**PROBLEM TO WORK ON**
Using the entries below, show all lines with the string "position".

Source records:
======

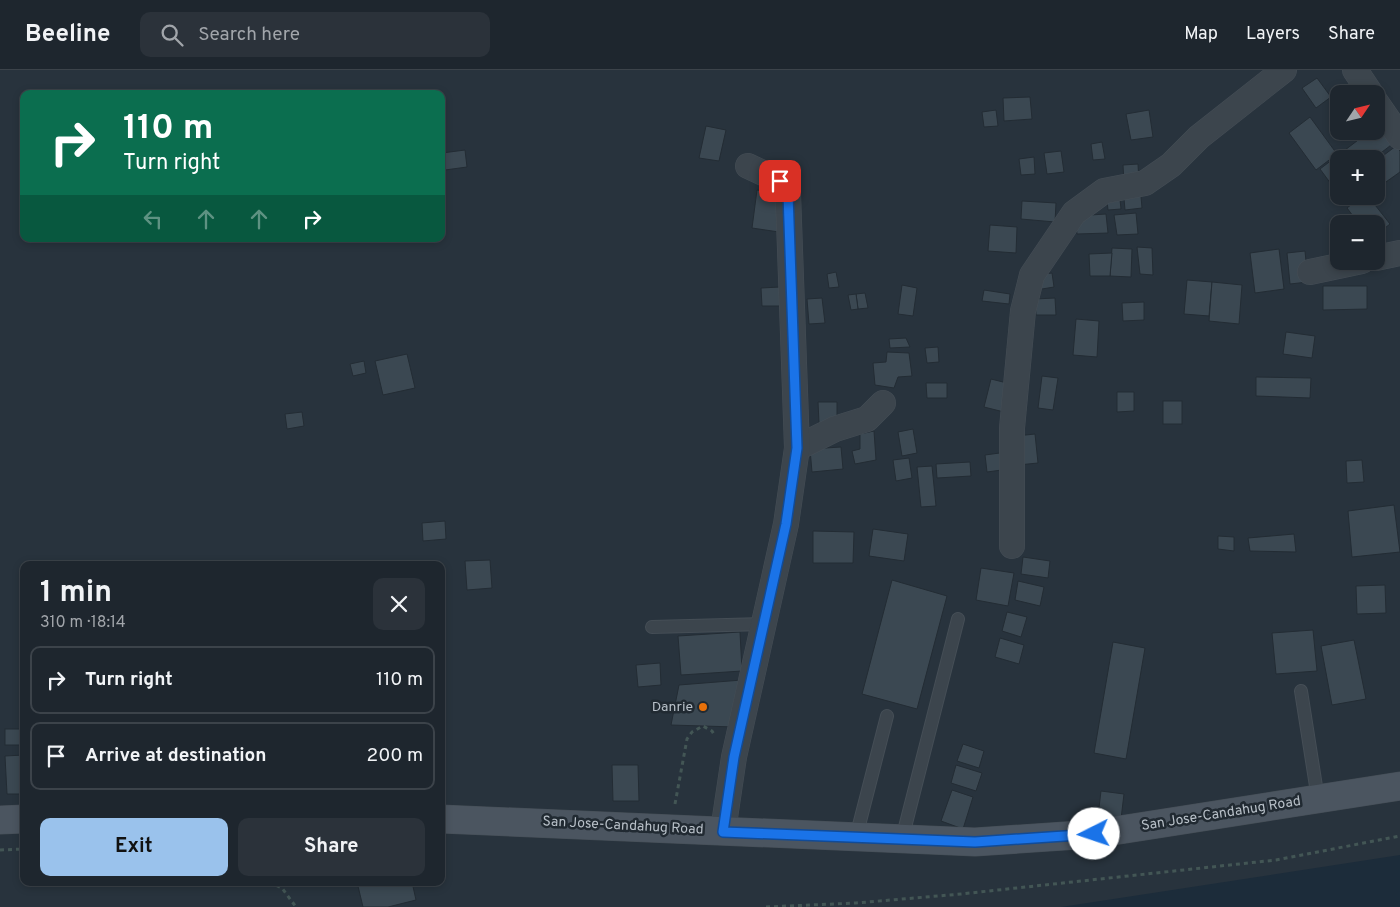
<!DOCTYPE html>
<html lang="en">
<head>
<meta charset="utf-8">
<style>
	body { margin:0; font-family:Overpass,sans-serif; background:#2b323a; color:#f1f3f6; height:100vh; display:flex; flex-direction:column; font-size:19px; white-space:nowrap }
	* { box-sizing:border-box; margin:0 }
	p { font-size:16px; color:#a1a5aa }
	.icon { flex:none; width:28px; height:28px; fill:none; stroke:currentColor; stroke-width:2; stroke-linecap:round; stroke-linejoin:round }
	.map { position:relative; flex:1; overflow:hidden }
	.drawer { position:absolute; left:20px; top:491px; width:425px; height:325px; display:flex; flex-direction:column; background:#1e262e; border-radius:10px; box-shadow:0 2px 8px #0003,0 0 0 1px #3c434a }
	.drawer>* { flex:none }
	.top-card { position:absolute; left:20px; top:20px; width:425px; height:152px; border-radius:10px; box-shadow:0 2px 8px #0003,0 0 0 1px #3c434a; background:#0b6e4f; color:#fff; overflow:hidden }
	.needle { width:32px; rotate:55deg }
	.tools { position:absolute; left:1330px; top:15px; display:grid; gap:10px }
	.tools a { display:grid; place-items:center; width:55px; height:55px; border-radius:10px; background:#1e262e; box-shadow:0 2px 8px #0003,0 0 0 1px #3c434a; font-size:25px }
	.pin { position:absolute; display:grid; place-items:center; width:42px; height:42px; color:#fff; margin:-21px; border-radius:10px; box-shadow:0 2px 8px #0006 }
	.me { position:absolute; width:55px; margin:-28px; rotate:266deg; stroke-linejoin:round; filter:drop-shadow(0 0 4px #0008) }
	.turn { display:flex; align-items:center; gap:18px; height:105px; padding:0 20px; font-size:22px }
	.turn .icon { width:65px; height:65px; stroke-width:2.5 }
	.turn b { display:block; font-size:35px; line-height:42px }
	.lanes { display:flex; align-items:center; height:48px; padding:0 20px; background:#0003; justify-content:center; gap:25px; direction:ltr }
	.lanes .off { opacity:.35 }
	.round { display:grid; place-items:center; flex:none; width:52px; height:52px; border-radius:10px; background:#2b323a }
	.overview { display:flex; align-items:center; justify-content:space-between; height:85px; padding:0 20px }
	h1 { font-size:30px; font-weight:700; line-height:38px }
	.primary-button { display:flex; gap:10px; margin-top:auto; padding:10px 20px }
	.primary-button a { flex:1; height:58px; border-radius:10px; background:#9ac2ec; color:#111; font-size:20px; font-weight:700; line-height:58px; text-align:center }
	.primary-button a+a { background:#2b323a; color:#f1f3f6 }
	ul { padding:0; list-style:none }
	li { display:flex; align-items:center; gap:15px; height:68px; margin:0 10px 8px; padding:0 10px; border:2px solid #3c434a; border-radius:10px }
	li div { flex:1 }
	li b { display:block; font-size:19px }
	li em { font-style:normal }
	header { display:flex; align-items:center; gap:30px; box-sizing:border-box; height:70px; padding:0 25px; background:#1e262e; border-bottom:1px solid #3c434a }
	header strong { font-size:24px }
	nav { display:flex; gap:28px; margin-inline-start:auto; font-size:18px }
	.search { width:350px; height:45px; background:#2b323a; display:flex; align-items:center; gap:12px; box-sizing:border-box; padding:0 18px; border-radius:10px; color:#a1a5aa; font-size:19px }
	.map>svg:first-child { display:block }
	.water { fill:#1c2c3a }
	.building { fill:#3b4852; stroke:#232c34 }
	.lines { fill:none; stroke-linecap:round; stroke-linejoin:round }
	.lane-casing { stroke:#454e56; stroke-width:14 }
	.street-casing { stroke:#454e56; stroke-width:26 }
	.secondary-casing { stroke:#454e56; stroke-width:29 }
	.path { stroke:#435655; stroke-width:3; stroke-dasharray:4 4; stroke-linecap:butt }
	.lane { stroke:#3c454d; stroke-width:12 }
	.street { stroke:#3c454d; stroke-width:25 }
	.secondary { stroke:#4b5560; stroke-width:28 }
	.route-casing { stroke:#114b97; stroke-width:12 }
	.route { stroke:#1a73e8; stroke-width:9 }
	.food-dot { fill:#e8710a; stroke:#212a32; stroke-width:2 }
	.labels { text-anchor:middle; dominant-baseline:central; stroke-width:5; stroke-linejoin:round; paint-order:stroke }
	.poi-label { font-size:14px; fill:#b8c0c8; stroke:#212a32; text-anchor:end }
	.street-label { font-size:14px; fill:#b8c0c8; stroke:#212a32 }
</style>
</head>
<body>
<header>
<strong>Beeline</strong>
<div class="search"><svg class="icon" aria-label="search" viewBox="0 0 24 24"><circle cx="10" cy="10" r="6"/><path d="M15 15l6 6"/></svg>Search here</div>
<nav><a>Map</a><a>Layers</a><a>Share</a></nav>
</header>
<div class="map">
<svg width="1400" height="837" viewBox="0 0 1400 837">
	<rect width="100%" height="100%" fill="#28333d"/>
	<!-- water -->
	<path class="water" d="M1400,785V837H1061Z"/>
	<!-- building -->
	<g class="building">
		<path d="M1317,8L1331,27L1316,38L1302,18Z"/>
		<path d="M1030,27L1032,49L1004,51L1003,28Z"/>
		<path d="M996,40L998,56L984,57L982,42Z"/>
		<path d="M1149,40L1153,67L1131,70L1126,44Z"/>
		<path d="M1310,47L1337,84L1316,100L1289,63Z"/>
		<path d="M1381,53L1395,72L1373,89H1339V114L1334,118L1320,99L1370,61H1376V57Z"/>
		<path d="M706,56L726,60L719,91L699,88Z"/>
		<path d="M1102,72L1105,89L1093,90L1091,74Z"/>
		<path d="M1396,76L1400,81V102L1376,119V91Z"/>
		<path d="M465,80L467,97L445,100L442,83Z"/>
		<path d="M1061,81L1064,102L1047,104L1044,83Z"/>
		<path d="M1034,87L1035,104L1021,105L1019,89Z"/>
		<path d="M1138,94L1139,113H1124L1123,95Z"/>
		<path d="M1140,115L1142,138L1125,140L1123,117Z"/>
		<path d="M757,120L784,124L779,162L752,158Z"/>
		<path d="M1119,120L1121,139L1108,140L1106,121Z"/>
		<path d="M1362,126H1368L1390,154L1376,165V154H1359L1347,138Z"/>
		<path d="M1022,131L1056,133L1055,152L1021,149Z"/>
		<path d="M1136,143L1138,164L1117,165L1114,145Z"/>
		<path d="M1106,144L1108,163L1077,164L1075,146Z"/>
		<path d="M990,155L1017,157L1016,183L988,181Z"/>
		<path d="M1137,177L1152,178L1153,205L1140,204Z"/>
		<path d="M1112,178L1132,179L1131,207L1110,206Z"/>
		<path d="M1279,179L1284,219L1255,223L1250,183Z"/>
		<path d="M1305,181L1308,212L1290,214L1287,183Z"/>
		<path d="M1112,183L1110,206H1090L1089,184Z"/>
		<path d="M836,202L839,217L829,218L827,204Z"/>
		<path d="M1052,203L1054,217L1036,220L1034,205Z"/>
		<path d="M1187,210L1212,212L1209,246L1184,244Z"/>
		<path d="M1212,212L1242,215L1239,254L1209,251Z"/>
		<path d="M902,215L917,218L913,246L898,244Z"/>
		<path d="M1323,216H1367V239L1323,240Z"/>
		<path d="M780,217L781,236H762L761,218Z"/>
		<path d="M984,220L1010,224L1009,234L982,231Z"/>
		<path d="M865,223L868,238L858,239L856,224Z"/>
		<path d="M856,224L858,239L851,240L848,225Z"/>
		<path d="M822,228L825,253L809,254L807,229Z"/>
		<path d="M1055,228L1056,245H1036L1035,229Z"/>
		<path d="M1144,232V250L1123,251L1122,233Z"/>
		<path d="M1076,249L1099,251L1097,287L1073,285Z"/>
		<path d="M1286,262L1315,266L1312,288L1283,284Z"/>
		<path d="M906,268L910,277L890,278L889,269Z"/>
		<path d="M938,277L939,292L927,293L925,278Z"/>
		<path d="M887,282L909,283L912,306L898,307L894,318L875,315L873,293L886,292Z"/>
		<path d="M407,284L415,318L383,325L375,291Z"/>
		<path d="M364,291L366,303L353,306L350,294Z"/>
		<path d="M1042,306L1058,308L1053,340L1038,338Z"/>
		<path d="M1256,307L1311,308L1310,328L1256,326Z"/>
		<path d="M991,309L1011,314L1004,342L984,337Z"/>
		<path d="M926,313H947V328H927Z"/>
		<path d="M1117,322H1134V341L1117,342Z"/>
		<rect x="1163" y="331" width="19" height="23"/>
		<path d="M818,332H837V353H819Z"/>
		<path d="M302,342L304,356L287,359L285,344Z"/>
		<path d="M913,359L917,383L902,386L898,362Z"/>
		<path d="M874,361L876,390L855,394L852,381L860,379V364Z"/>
		<path d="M1035,364L1038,393L1018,395L1016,366Z"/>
		<path d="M841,377L843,399L812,402L810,379Z"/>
		<path d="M1007,382L1009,399L987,402L985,385Z"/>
		<path d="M909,388L912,408L896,411L893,390Z"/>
		<path d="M1362,390L1364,412L1347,413L1346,391Z"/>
		<path d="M970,392L971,406L937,408L936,394Z"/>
		<path d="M932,396L936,436L921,437L917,397Z"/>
		<path d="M1394,435L1400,482L1352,487L1348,441Z"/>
		<path d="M445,451L446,469L423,471L422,453Z"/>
		<path d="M873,459L908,464L904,491L869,486Z"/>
		<path d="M813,461L854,462L853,493H813Z"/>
		<path d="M1294,464L1296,482L1250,481L1248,468Z"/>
		<path d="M1218,466L1234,467V481L1218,479Z"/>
		<path d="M1023,487L1050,491L1048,508L1021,504Z"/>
		<path d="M490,490L492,518L467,520L465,491Z"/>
		<path d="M981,498L1014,503L1008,536L976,530Z"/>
		<path d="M892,510L947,526L917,639L862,624Z"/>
		<path d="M1018,511L1044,517L1040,536L1015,530Z"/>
		<path d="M1385,515L1386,543L1357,544L1356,516Z"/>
		<path d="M1007,542L1027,547L1021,567L1002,561Z"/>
		<path d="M1313,560L1317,601L1276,604L1272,563Z"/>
		<path d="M740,562L742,601L681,605L678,566Z"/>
		<path d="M1000,568L1024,575L1019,594L995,587Z"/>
		<path d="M1354,570L1366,629L1332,635L1321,576Z"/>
		<path d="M1113,572L1145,578L1126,689L1094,683Z"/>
		<path d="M660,593L661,615L638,617L636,595Z"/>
		<path d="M742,610L735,657L671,655L679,615Z"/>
		<rect x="5" y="659" width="19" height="16"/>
		<path d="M963,674L984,681L979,698L957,691Z"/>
		<path d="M24,685V724H7L5,686Z"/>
		<path d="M612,695H638L639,731H613Z"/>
		<path d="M956,695L982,703L976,721L951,713Z"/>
		<path d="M952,720L973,727L963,759L941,751Z"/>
		<path d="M1101,721L1124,724L1121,749L1098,746Z"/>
		<path d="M357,812H412L416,830L388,837H363Z"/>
	</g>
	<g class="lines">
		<!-- lane casing -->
		<g class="lane-casing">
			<g id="lane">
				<path d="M652,557L764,554"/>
				<path d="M1301,621L1318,729"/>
				<path d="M856,767L887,646"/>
				<path d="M902,769L958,549"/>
			</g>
		</g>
		<!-- street casing -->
		<g class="street-casing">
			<g id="street">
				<path d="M1355,0L1371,24"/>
				<path d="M1376,32L1400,67"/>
				<path d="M1376,188L1400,183"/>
				<path d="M1310,202L1362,191"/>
				<path d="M797,378L835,359L867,349L883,333"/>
				<path d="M1012,476V358L1023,241L1032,205L1074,143L1104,121L1145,113L1171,95L1199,67L1284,0"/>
				<path d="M723,761L734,687L786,454L797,378L788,123L780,111L748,96"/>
			</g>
		</g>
		<!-- secondary casing -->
		<g class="secondary-casing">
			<g id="secondary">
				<path d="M441,749L975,772L1094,764L1400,716"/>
				<path d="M0,750L24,749"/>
			</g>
		</g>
		<!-- path -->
		<g class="path">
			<path d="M675,734L687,669L692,662L703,656L712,661L715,666"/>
			<path d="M0,780L24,779"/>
			<path d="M269,812L282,818L296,837"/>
			<path d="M766,837L856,833L961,824L1276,790L1400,766"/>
		</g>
		<!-- lane -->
		<use href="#lane" class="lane"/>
		<!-- street -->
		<use href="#street" class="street"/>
		<!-- secondary -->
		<use href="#secondary" class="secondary"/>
	</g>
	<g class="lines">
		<!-- route casing -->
		<g class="route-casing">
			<path id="route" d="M780,111L788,124L797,378L786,454L734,687L723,762L975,772L1094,764"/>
		</g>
		<!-- route -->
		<use href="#route" class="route"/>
	</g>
	<!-- markers -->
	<circle class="food-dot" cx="703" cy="637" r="5"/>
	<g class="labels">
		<!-- poi labels -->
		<g class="poi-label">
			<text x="693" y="637">Danrie</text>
		</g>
		<!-- street labels -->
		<g class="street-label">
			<text transform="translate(1221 744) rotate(-9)">San Jose-Candahug Road</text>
			<text transform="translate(623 756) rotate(3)">San Jose-Candahug Road</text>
		</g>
	</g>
</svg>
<div class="tools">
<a><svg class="needle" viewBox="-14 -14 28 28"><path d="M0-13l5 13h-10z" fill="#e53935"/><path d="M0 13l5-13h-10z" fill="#a1a5aa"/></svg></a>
<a>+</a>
<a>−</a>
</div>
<div class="pin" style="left:780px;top:111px;background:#d93025"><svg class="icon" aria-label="arrive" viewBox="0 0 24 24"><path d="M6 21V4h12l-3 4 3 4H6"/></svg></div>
<svg class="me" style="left:1094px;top:764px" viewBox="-20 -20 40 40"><circle r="19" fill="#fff"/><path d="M0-13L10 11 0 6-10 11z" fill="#1a73e8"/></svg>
<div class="top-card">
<div class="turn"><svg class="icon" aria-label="right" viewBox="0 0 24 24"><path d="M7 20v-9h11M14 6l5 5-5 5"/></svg><div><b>110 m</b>Turn right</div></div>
<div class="lanes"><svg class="icon off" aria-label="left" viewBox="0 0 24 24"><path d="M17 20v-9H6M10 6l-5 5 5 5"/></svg><svg class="icon off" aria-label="ahead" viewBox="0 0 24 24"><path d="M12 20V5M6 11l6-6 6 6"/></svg><svg class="icon off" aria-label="ahead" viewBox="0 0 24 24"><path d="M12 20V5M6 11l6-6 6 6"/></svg><svg class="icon" aria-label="right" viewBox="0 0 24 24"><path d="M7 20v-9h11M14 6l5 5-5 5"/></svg></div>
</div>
<section class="drawer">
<div class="overview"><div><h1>1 min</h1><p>310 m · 18:14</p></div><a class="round"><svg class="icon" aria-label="close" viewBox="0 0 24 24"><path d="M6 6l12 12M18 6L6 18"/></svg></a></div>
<ul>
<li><svg class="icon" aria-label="right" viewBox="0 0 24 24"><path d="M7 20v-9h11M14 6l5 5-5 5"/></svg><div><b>Turn right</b></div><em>110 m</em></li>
<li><svg class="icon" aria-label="arrive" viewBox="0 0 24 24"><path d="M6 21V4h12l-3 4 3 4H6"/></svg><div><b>Arrive at destination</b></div><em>200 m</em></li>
</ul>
<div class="primary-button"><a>Exit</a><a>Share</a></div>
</section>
</div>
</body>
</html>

======

**RESULT OF THE EXERCISE**
	.map { position:relative; flex:1; overflow:hidden }
	.drawer { position:absolute; left:20px; top:491px; width:425px; height:325px; display:flex; flex-direction:column; background:#1e262e; border-radius:10px; box-shadow:0 2px 8px #0003,0 0 0 1px #3c434a }
	.top-card { position:absolute; left:20px; top:20px; width:425px; height:152px; border-radius:10px; box-shadow:0 2px 8px #0003,0 0 0 1px #3c434a; background:#0b6e4f; color:#fff; overflow:hidden }
	.tools { position:absolute; left:1330px; top:15px; display:grid; gap:10px }
	.pin { position:absolute; display:grid; place-items:center; width:42px; height:42px; color:#fff; margin:-21px; border-radius:10px; box-shadow:0 2px 8px #0006 }
	.me { position:absolute; width:55px; margin:-28px; rotate:266deg; stroke-linejoin:round; filter:drop-shadow(0 0 4px #0008) }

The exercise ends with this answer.